The canon of project management texts gets denser by the day. The subset of texts pertaining to project leadership however is relatively small. In her new book, The Power of Project Leadership, Susanne Madsen expounds on how any project manager, at any level of hierarchy, in any organization, can become a project leader. And your career will reap the benefits.
Manager vs. Leader
The big first question most people might have is, “What’s the difference between a project manager and a project leader?” As Madsen explains it, project managers are concerned with maintaining standards, producing quality goods and services, and delivering on a consistent basis. These are of course all good qualities. Project leaders can then be seen as a natural evolution of project managers, or project managers ‘taken to the next level.’ Leaders set goals, constantly seek improvements that upset the status quo, and use their vision as a tool to inspire their teams to ever higher levels of success.

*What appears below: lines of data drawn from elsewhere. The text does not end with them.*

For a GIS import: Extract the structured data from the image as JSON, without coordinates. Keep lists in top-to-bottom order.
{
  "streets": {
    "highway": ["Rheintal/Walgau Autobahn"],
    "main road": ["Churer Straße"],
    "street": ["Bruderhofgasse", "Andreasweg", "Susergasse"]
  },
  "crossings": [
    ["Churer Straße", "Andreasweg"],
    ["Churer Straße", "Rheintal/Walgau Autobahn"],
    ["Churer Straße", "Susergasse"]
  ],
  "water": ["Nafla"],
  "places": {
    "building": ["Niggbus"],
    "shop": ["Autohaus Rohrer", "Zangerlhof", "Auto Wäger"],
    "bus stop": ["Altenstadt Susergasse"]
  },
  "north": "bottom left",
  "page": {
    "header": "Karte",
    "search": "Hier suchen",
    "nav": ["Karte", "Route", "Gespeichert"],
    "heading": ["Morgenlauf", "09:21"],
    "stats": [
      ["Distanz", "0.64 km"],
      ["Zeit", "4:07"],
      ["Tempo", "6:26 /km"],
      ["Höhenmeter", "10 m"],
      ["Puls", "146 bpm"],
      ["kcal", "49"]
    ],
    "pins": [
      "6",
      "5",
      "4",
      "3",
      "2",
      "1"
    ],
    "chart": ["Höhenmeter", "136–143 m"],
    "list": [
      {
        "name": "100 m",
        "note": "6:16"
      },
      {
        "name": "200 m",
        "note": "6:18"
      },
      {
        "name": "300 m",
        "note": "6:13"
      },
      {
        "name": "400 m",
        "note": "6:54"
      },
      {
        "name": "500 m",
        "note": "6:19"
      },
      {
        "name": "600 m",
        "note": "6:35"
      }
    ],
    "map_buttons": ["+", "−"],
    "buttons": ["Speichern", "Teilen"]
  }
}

Another major difference is that while managers use their authority status to get work done, leaders are able to use their influence and people-oriented skills to rally teams toward a goal.
The Keys to Your Leadership Awakening
Madsen spends the large brunt of her book writing about seven “keys” of professional development that can unlock the leader within you. If your concern is that the book devolves into a list of brain-dead common sense suggestions, allow me to dash those concerns right away. Madsen provides a bevy of fresh insights above and beyond generic assertions like, “Communication is important,” and she backs those insights up by citing statistics, research, and even several psychological studies. She additionally enlists the aid of several others in the industry, such as the “Lazy Project Manager” Peter Taylor, to provide personal anecdotes that reinforce her points.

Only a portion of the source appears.